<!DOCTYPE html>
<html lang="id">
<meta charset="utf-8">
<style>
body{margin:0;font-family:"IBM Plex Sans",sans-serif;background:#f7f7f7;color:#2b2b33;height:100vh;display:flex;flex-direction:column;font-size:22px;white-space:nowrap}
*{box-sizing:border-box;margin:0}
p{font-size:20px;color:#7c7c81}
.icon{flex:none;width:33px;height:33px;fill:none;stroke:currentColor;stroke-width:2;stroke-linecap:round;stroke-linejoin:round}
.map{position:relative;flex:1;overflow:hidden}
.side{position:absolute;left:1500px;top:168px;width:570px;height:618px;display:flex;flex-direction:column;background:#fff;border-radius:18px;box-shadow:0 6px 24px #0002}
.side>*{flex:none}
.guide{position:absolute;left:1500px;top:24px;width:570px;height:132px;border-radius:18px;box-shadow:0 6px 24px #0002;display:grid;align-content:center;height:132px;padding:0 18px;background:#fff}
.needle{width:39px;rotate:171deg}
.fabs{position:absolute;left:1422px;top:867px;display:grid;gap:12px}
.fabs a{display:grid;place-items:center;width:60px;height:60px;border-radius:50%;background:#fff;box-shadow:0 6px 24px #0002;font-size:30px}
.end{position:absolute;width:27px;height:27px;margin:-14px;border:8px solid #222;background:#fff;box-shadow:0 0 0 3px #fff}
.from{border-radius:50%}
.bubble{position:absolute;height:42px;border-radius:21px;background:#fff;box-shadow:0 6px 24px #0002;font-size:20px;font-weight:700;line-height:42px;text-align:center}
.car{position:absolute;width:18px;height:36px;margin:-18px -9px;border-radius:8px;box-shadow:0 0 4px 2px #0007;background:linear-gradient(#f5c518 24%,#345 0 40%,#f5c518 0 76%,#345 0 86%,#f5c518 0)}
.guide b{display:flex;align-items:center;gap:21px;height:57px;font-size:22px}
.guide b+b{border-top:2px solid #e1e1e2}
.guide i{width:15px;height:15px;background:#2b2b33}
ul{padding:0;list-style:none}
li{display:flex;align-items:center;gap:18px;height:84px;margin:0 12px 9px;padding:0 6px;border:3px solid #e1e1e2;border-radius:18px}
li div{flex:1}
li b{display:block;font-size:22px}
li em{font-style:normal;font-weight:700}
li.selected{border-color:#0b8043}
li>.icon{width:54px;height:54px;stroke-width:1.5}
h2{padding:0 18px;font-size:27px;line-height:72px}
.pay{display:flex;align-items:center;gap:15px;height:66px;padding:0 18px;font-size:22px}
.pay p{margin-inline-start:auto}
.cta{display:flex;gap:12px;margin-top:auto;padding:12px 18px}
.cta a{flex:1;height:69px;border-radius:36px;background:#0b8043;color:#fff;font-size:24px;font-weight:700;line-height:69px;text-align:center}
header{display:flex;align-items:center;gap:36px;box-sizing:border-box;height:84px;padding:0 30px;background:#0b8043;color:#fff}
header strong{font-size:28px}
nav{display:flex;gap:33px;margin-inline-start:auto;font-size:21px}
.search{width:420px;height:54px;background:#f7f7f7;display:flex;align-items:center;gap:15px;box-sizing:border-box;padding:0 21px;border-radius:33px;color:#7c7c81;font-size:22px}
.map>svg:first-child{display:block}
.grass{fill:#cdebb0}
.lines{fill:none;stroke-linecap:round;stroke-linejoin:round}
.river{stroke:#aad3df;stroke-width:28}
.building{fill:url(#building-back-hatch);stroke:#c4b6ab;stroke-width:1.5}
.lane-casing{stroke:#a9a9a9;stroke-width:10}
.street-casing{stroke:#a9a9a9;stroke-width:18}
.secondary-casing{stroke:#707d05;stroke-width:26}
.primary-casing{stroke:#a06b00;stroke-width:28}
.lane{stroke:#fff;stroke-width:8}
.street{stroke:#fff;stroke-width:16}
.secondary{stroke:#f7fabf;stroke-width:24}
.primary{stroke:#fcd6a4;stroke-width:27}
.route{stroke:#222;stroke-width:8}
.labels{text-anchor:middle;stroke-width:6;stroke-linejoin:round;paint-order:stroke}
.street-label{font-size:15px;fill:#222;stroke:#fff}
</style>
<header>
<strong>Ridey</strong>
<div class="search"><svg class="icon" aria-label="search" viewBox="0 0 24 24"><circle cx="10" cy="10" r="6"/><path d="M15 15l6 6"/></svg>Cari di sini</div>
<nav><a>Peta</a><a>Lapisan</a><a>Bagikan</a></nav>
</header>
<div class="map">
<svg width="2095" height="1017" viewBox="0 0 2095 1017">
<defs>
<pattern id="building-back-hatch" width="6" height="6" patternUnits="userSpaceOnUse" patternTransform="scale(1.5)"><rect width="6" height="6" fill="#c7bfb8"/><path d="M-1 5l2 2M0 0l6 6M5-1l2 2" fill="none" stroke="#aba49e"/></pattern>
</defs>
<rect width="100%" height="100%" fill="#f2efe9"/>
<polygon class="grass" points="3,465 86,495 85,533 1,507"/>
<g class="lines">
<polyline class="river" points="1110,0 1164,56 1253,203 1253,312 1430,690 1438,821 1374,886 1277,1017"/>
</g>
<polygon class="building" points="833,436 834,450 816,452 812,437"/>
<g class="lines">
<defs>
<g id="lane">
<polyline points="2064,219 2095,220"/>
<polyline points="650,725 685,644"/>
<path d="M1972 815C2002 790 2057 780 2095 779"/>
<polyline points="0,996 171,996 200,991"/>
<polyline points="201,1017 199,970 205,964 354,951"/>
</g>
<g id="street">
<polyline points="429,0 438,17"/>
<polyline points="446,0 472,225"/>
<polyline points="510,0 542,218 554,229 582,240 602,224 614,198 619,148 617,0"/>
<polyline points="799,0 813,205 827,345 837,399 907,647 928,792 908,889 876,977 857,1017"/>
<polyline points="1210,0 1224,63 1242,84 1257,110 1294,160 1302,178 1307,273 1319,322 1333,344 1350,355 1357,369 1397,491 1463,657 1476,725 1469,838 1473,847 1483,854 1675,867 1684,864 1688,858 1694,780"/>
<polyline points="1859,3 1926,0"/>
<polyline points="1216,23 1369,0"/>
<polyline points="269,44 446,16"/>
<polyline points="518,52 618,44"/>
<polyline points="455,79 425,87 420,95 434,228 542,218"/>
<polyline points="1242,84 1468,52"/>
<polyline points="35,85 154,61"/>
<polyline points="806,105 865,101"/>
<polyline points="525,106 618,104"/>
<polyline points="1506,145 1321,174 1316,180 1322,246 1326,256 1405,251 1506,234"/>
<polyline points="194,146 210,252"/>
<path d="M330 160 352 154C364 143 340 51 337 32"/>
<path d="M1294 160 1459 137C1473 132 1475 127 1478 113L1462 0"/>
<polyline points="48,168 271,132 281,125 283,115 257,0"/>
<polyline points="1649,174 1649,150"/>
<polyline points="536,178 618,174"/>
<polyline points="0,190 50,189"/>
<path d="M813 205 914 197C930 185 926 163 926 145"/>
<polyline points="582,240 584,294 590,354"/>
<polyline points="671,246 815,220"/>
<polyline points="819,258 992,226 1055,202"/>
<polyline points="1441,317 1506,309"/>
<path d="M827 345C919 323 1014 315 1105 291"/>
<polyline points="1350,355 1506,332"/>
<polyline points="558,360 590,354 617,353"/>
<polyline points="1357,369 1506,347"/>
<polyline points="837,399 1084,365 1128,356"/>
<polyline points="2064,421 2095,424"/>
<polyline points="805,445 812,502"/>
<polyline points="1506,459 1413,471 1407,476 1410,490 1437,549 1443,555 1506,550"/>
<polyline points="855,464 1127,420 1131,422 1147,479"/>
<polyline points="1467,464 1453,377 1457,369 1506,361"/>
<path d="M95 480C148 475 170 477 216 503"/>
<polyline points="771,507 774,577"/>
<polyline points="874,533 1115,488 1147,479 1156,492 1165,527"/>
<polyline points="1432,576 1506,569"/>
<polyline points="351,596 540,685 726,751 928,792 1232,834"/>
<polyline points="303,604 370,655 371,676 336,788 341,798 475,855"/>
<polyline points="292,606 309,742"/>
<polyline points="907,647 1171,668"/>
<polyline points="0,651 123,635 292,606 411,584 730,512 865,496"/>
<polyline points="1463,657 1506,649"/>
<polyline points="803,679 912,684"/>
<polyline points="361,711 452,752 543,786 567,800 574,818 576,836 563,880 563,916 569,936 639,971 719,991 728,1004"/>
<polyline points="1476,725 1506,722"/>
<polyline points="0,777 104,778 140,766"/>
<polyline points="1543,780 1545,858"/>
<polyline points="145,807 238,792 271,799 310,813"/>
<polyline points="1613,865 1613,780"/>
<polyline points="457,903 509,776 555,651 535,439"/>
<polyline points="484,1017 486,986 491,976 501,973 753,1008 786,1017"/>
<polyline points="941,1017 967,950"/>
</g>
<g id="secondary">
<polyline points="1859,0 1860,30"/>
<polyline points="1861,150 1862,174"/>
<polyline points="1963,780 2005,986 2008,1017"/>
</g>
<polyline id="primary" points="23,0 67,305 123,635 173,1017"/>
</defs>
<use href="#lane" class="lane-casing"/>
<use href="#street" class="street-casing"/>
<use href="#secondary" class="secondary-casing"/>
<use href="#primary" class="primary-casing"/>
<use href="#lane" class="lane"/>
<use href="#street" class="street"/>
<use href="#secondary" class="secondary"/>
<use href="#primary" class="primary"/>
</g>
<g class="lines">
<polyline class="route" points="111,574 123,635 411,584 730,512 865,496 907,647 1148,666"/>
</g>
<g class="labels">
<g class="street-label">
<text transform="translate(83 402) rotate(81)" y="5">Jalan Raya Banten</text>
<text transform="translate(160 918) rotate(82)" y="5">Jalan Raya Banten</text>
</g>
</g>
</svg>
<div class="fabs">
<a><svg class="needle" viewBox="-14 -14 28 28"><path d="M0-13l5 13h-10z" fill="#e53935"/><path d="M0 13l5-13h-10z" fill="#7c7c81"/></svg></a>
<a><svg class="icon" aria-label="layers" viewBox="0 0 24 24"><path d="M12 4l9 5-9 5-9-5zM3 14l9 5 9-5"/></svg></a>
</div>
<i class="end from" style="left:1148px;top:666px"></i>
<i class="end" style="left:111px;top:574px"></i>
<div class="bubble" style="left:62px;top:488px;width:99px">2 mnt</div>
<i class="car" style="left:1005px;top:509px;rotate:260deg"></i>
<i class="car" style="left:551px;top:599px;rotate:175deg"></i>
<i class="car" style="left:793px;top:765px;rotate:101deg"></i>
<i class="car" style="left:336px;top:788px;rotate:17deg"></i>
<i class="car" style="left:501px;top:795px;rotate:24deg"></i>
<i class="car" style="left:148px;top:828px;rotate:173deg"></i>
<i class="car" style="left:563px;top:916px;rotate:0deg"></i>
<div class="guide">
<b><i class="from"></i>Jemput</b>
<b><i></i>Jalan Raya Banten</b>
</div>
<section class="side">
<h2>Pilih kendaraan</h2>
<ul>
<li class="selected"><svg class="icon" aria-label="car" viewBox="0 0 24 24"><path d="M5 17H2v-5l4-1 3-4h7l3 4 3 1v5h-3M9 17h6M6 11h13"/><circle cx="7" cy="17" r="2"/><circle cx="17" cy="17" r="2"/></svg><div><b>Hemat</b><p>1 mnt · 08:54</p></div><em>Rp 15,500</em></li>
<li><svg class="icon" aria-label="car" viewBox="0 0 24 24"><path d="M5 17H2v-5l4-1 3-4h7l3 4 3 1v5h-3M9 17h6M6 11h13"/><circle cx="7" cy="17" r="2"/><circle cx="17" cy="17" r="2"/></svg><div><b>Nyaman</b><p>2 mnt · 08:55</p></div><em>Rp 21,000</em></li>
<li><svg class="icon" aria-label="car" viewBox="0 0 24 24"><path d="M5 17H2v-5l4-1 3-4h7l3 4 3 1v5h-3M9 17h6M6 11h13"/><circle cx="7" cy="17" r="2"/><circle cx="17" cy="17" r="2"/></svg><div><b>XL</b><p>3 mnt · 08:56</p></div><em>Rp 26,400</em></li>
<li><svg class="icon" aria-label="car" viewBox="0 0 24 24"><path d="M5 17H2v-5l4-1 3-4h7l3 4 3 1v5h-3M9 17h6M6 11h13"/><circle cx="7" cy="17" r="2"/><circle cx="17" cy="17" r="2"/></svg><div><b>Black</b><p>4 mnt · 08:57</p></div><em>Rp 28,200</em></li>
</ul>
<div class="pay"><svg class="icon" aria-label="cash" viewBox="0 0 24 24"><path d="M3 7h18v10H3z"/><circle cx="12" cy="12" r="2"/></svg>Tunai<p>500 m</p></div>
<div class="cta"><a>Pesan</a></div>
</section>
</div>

_ _ _ _ _

Problem description: Determine the number of lines in these entries that contain the word "grid", and write only that number.

Response: 3